Kathleen M. Brown is an American historian specializing in early American and Atlantic history, the history of comparative race, gender, and sex, and the history of abolition and human rights. She is currently the David Boies Professor of History at the University of Pennsylvania.

== Life and career ==
Brown received her B.A. from Wesleyan University and earned an M.A. and Ph.D. from the University of Wisconsin. She received a Guggenheim Fellowship in 2015.

Her first book, Good Wives, Nasty Wenches, and Anxious Patriarchs: Gender, Race, and Power in Colonial Virginia, won the American Historical Association's John H. Dunning Prize, while her second book, Foul Bodies: Cleanliness in Early America, won the Organization of American Historians' Lawrence W. Levine Award and the Society for the History of the Early American Republic's Best Book prize.

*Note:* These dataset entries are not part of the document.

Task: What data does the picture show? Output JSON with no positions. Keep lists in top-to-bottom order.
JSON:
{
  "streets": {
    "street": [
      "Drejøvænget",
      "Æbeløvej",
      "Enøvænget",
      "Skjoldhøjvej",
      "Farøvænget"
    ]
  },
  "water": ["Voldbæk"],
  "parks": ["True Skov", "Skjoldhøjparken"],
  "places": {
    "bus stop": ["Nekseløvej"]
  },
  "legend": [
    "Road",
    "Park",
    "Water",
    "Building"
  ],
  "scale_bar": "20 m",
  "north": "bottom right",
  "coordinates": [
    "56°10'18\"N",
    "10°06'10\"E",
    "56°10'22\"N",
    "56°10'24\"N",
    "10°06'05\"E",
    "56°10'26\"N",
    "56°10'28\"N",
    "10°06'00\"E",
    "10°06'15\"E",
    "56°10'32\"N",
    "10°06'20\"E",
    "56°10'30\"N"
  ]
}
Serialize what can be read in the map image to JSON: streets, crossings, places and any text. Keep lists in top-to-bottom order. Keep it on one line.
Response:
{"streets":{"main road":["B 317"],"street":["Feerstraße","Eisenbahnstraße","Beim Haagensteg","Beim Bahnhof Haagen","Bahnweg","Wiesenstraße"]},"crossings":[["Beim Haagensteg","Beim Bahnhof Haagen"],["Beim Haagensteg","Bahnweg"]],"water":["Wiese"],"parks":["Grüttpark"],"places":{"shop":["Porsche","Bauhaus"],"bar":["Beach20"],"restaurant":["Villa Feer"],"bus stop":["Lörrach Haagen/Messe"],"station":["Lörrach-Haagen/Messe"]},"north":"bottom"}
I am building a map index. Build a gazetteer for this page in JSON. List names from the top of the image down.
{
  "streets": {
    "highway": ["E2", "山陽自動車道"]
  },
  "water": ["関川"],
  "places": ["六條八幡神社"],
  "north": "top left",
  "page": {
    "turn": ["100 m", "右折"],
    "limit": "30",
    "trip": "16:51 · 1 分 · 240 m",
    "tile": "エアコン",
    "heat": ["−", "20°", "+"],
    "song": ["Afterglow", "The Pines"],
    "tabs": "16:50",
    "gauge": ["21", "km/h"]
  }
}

She has been a participating speaker in the Organization of American Historians' Distinguished Lectureship Program.

== Works ==

- Foul Bodies: Cleanliness in Early America (Society and the Sexes in the Modern World) (Yale University Press, 2009/2011) ISBN 978-0300171556.
- Good Wives, Nasty Wenches, and Anxious Patriarchs: Gender, Race, and Power in Colonial Virginia (University of North Carolina Press, 1996) ISBN 978-0807846230.
- Undoing Slavery: Bodies, Race, and Rights in the Age of Abolition (University of Pennsylvania Press, 2023) ISBN 978-1512823271.